EDIT: I had a print statement so that explains some of it :-/ and some additional sleuthing discovered it was actually this line:
> huc4=readOGR('data/gis','UpperCRB')
## OGR data source with driver: ESRI Shapefile
## Source: "data/gis", layer: "UpperCRB"
## with 8 features
## It has 9 fields
and you can hide the message in the script with:
> huc4=readOGR('data/gis','UpperCRB',verbose=F)
I do still wish there were a way to hide all script messages in the markdown output, e.g. in this case I'm sourcing an R file because I think it'll be more maintainable (this is my first reproducible report)- meaning I still would like to see those messages (print statements, verbose output, etc) when I'm working on the script itself.
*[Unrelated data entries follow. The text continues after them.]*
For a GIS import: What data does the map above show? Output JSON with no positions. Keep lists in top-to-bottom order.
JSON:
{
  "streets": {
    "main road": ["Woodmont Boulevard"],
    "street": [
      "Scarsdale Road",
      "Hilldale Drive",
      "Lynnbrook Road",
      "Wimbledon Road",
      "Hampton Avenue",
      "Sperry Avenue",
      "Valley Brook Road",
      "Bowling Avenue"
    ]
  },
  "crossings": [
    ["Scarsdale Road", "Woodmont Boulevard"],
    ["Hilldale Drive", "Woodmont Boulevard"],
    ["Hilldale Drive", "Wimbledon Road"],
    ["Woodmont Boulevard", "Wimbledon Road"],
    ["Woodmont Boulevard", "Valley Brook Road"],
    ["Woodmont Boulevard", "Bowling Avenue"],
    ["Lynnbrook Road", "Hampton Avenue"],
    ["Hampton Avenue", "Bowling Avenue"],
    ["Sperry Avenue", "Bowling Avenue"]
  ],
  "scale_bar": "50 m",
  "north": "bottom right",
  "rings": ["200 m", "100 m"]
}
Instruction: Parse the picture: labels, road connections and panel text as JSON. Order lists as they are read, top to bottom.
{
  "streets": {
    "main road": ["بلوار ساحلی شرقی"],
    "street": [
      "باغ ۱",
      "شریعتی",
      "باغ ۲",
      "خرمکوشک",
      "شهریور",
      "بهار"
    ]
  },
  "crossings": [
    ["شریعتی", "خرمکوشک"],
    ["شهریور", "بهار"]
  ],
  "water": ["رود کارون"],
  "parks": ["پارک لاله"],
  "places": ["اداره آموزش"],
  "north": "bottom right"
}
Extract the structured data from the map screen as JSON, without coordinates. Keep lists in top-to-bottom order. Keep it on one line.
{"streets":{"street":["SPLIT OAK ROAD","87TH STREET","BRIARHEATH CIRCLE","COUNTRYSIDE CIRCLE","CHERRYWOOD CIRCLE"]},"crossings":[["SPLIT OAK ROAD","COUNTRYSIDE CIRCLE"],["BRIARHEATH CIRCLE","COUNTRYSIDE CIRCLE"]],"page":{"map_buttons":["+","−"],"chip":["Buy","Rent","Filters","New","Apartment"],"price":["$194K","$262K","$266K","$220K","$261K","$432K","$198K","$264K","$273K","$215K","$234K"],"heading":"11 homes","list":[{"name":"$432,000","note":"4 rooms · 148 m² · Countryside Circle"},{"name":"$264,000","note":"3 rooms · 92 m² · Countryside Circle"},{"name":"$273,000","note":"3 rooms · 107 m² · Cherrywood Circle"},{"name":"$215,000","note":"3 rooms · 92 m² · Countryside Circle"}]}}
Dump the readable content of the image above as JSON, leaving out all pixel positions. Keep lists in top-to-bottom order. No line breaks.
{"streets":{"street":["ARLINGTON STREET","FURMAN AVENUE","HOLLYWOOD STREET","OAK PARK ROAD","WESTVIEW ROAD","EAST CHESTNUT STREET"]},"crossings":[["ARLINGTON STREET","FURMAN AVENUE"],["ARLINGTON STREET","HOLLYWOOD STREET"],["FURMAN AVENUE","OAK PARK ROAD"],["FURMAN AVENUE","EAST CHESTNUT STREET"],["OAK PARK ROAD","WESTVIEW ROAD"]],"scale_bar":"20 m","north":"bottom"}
also, here is the sessionInfo()
just in case:
## R version 3.2.2 (2015-08-14)
## Platform: x86_64-apple-darwin13.4.0 (64-bit)
## Running under: OS X 10.9.5 (Mavericks)
##
## locale:
## [1] en_US.UTF-8/en_US.UTF-8/en_US.UTF-8/C/en_US.UTF-8/en_US.UTF-8
##
## attached base packages:
## [1] parallel stats graphics grDevices utils datasets methods
## [8] base
##
## other attached packages:
## [1] ncdf4_1.13 gstat_1.0-26 doMC_1.3.3 iterators_1.0.7
## [5] foreach_1.4.2 ipred_0.9-5 MASS_7.3-44 rgdal_1.0-7
## [9] readr_0.1.1 dplyr_0.4.3 plyr_1.8.3 tidyr_0.3.1
## [13] raster_2.4-20 sp_1.2-0 ggplot2_1.0.1
##
## loaded via a namespace (and not attached):
## [1] Rcpp_0.12.1 formatR_1.2.1 xts_0.9-7 class_7.3-13
## [5] tools_3.2.2 rpart_4.1-10 digest_0.6.8 evaluate_0.8
## [9] gtable_0.1.2 lattice_0.20-33 DBI_0.3.1 yaml_2.1.13
## [13] prodlim_1.5.5 proto_0.3-10 stringr_1.0.0 knitr_1.11
## [17] grid_3.2.2 nnet_7.3-11 spacetime_1.1-4 R6_2.1.1
## [21] survival_2.38-3 rmarkdown_0.8 lava_1.4.1 reshape2_1.4.1
## [25] magrittr_1.5 intervals_0.15.1 codetools_0.2-14 scales_0.3.0
## [29] htmltools_0.2.6 splines_3.2.2 assertthat_0.1 colorspace_1.2-6
## [33] stringi_0.5-5 lazyeval_0.1.10 munsell_0.4.2 FNN_1.1
## [37] zoo_1.7-12
Upvotes: 2
Views: 453
Reputation: 792
After messing with this some more, I realized another way to do it was use include=F
and save the plot to disk in the R script and then outside the r chunk use 
Upvotes: 0
Reputation: 792
Based on the link that @RobertH commented http://yihui.name/knitr/demo/output, I tested and found that you can use results='hide',fig.keep='high',fig.show='asis'
and text output such as print() and cat() statements don't get printed in the html but the graph still comes through!